Without reform, wave goodbye to electric vehicle and battery manufacturing jobs as they go overseas

The race is on to produce and acquire the raw materials that are the building blocks for electric vehicles and their batteries. Car and battery manufacturers the world over are locking up supply deals to ensure they have access to lithium, cobalt, and other key minerals that are needed for electric vehicle batteries. But the United States is losing this race.

For those that think electric vehicles are futuristic, think again. They’re already here and the rate at which car manufacturers are investing in them is hard to keep up with.

OPEC expects 266 million electric vehicles on the road globally by 2040 — yes, OPEC, the oil cartel. Bloomberg New Energy Finance, a research group, predicts there will be 500 million electic vehicles on the road by then. The question is not whether electric vehicles will dominate the world marketplace, but when.

There are 2 million electric vehicles on the road today, but don’t let that small number fool you.

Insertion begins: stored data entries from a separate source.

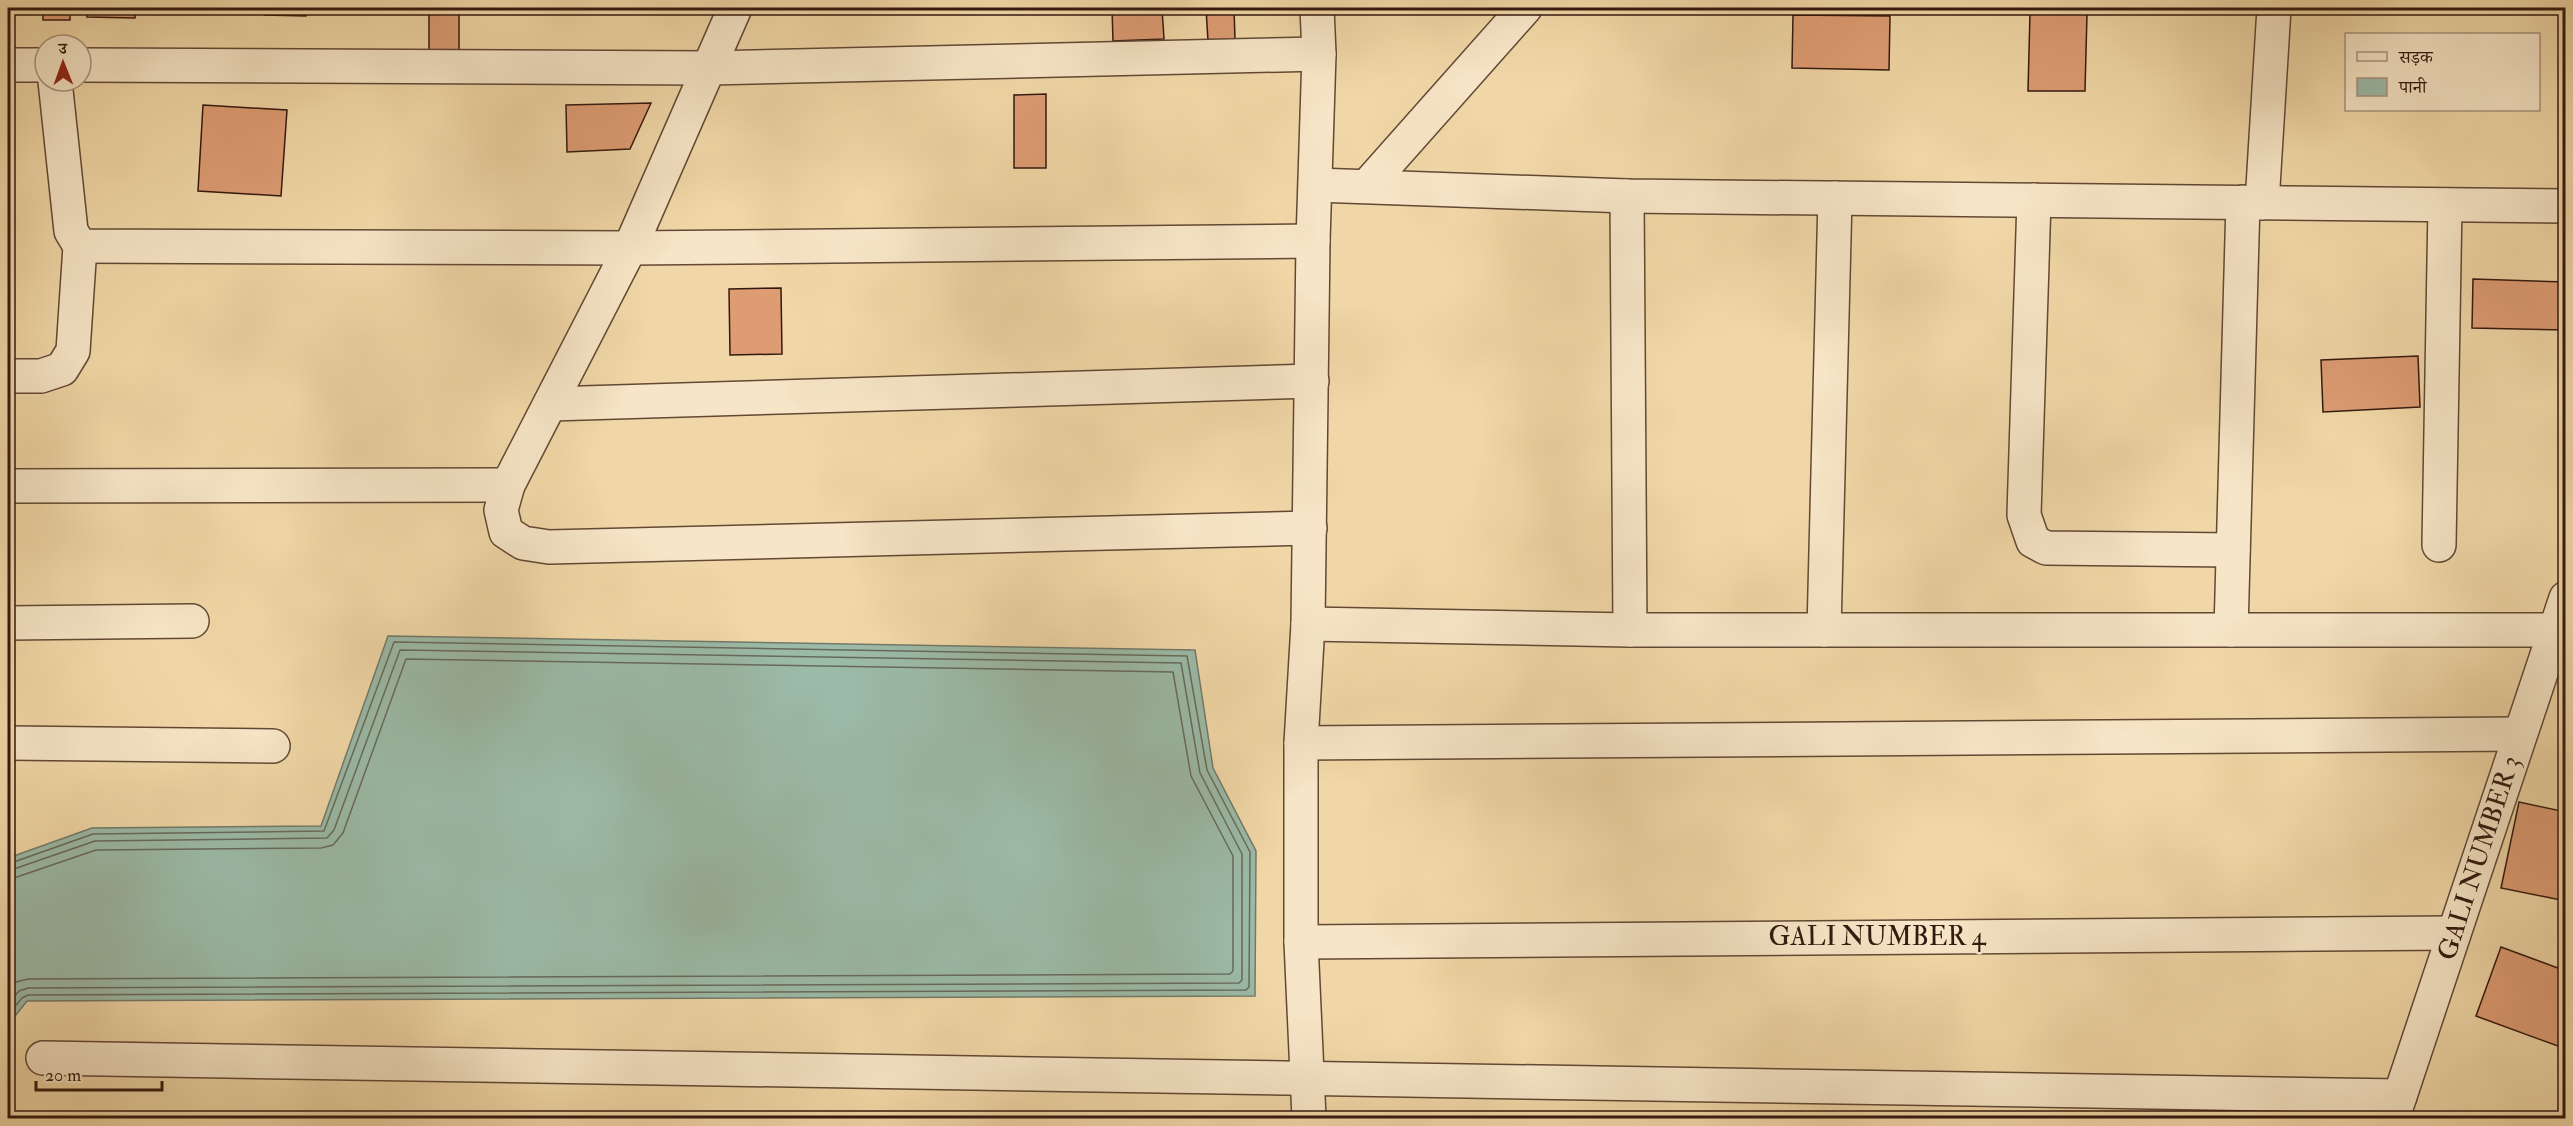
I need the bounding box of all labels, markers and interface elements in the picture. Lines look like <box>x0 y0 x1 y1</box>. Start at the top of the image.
north arrow <box>33 33 93 93</box>
legend <box>2345 33 2540 111</box>
text: उ <box>58 39 69 59</box>
text: सड़क <box>2398 46 2434 69</box>
text: पानी <box>2398 76 2428 99</box>
street label: GALI NUMBER 3 <box>2431 752 2527 964</box>
street label: GALI NUMBER 4 <box>1768 921 1987 953</box>
scale bar <box>36 1054 162 1092</box>
text: 20 m <box>45 1064 81 1087</box>

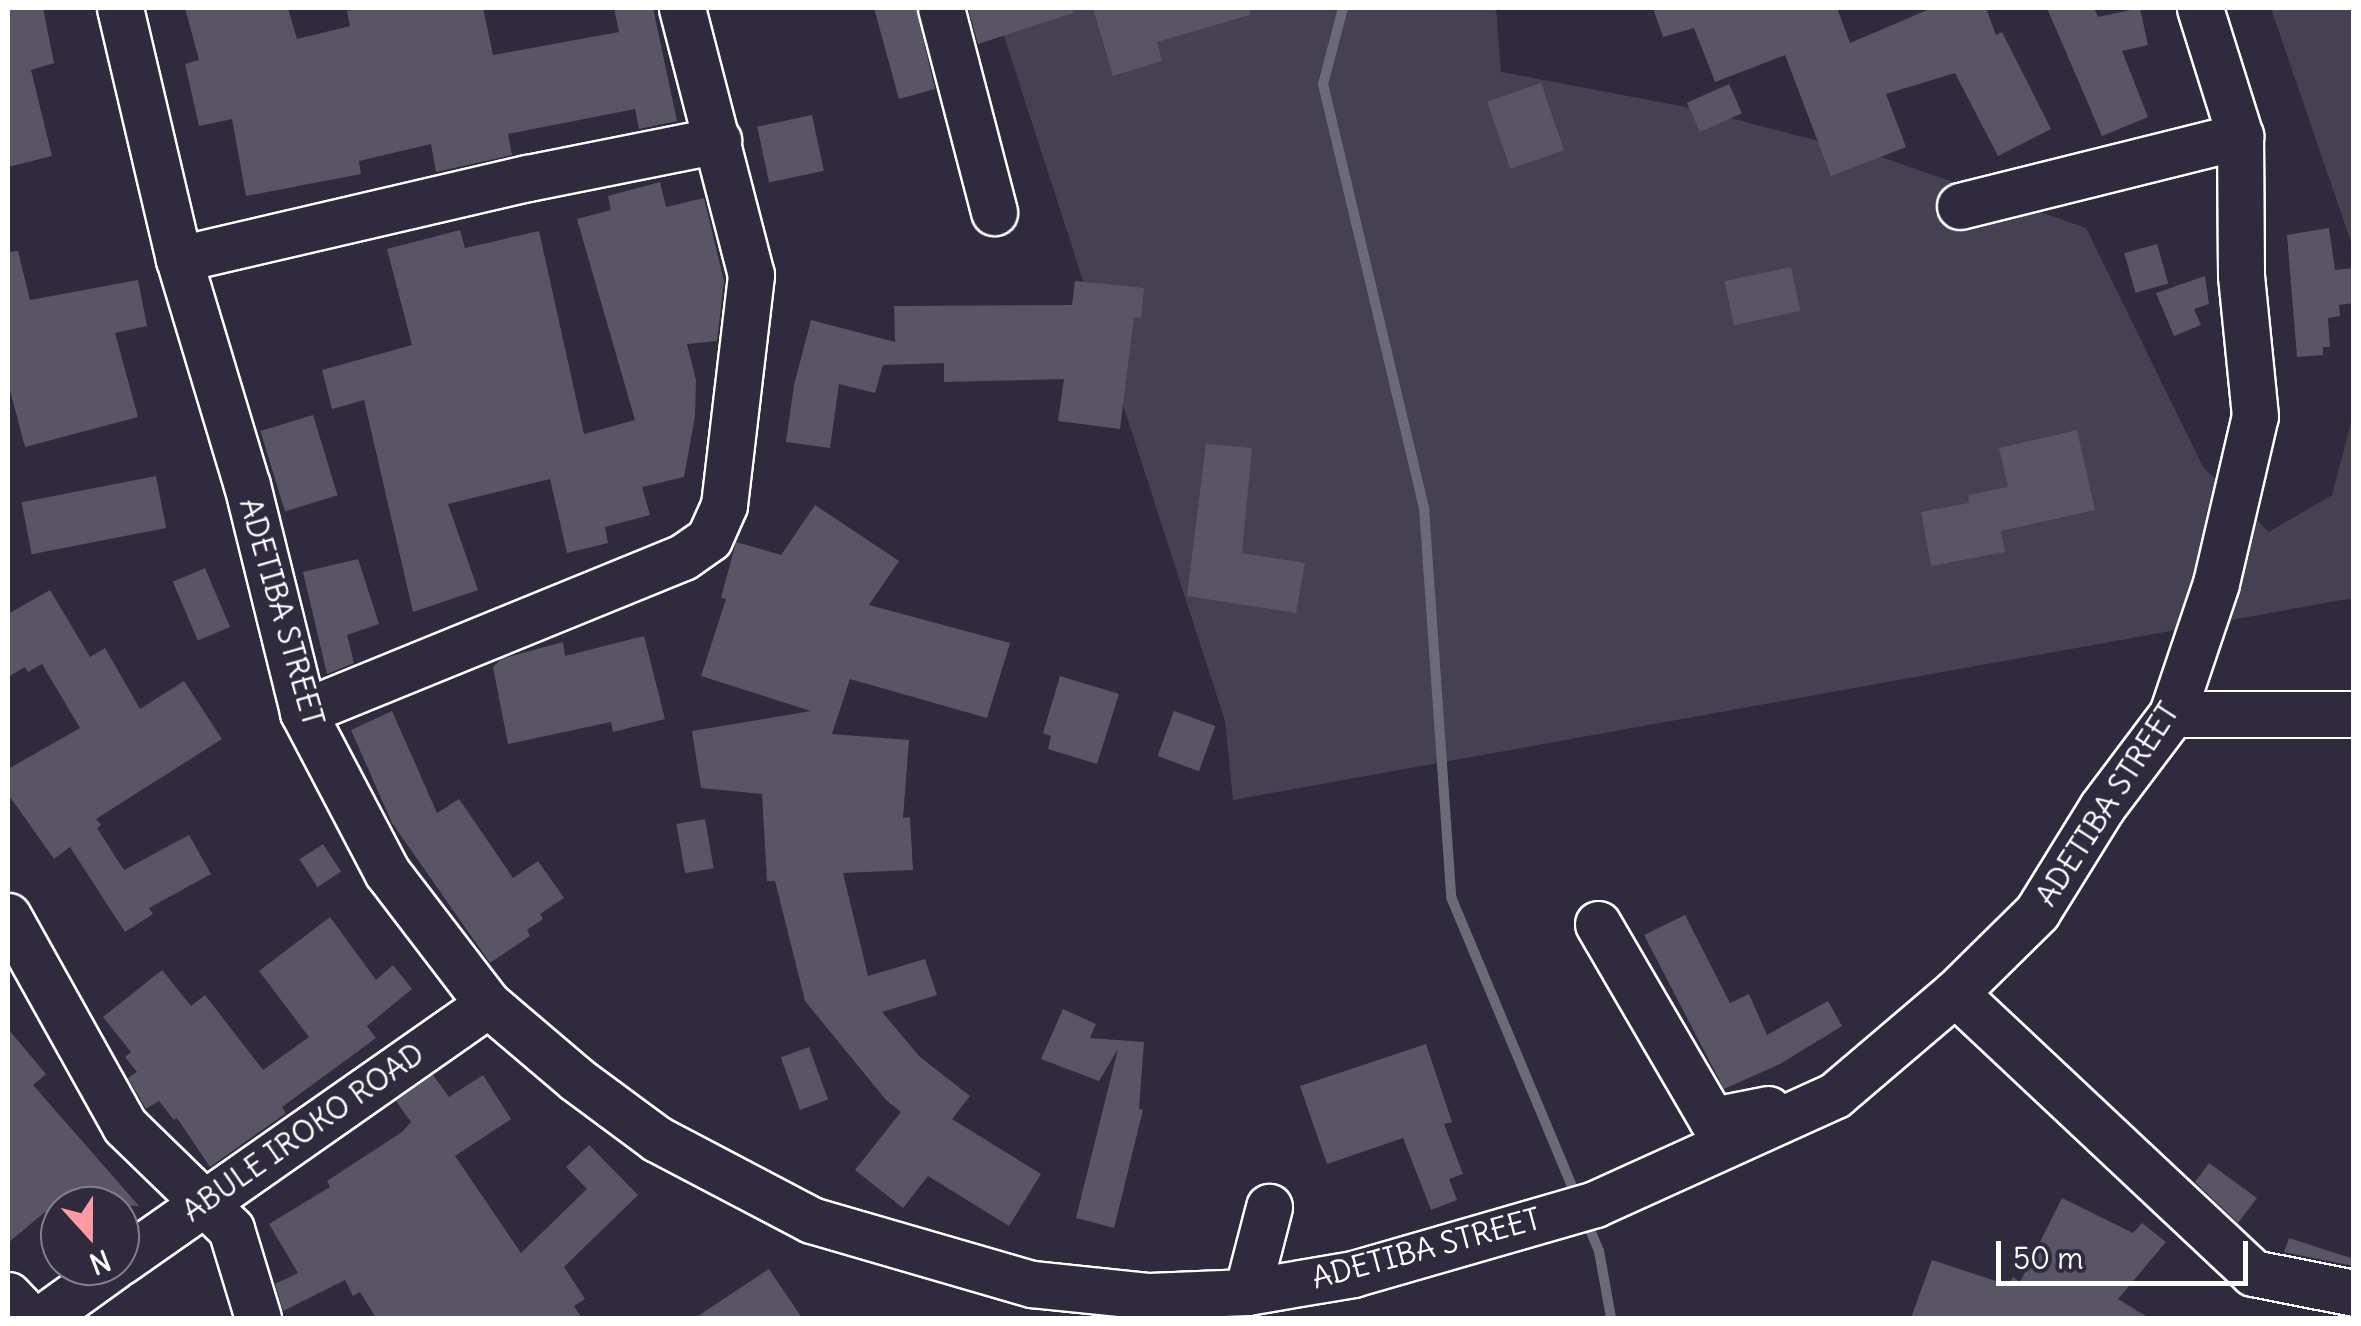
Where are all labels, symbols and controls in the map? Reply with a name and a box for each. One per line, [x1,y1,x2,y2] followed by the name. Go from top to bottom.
[232,494,332,730] street label: ADETIBA STREET
[2028,696,2186,912] street label: ADETIBA STREET
[175,1035,431,1229] street label: ABULE IROKO ROAD
[40,1186,140,1286] north arrow
[1308,1200,1544,1296] street label: ADETIBA STREET
[2001,1221,2254,1283] scale bar
[2013,1239,2083,1277] text: 50 m
[85,1242,116,1282] text: N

The number of electric vehicles is growing rapidly due to several factors, including more efficient batteries, improved manufacturing techniques, and emissions standards and national efforts to strengthen energy security. Several nations, including the U.K., France, and India have announced plans to phase out sales of gasoline autos.

China wants to become the Detroit of the battery-powered electric vehicle industry. Electric vehicle sales in China have already eclipsed 1 million per year, and the Chinese government is putting its full weight behind efforts to increase the use of electric vehicles.

Although auto manufacturers are traditionally conservative, they recognize the great opportunity that a switch to electric vehicles presents. Volvo has announced it will only make all-electric or hybrid vehicles by the close of next year. In the U.S., Tesla has built the “Gigafactory,” the world’s largest battery factory, to meet the demand for its cars. When Tesla announced its Model 3, its first mass-market electric vehicle, it had hundreds of thousands of orders for the vehicle. But even more impressive is what’s happened in Germany, where Volkswagen recently announced a $25 billion deal to lock up battery supplies for its electric vehicle scale-up.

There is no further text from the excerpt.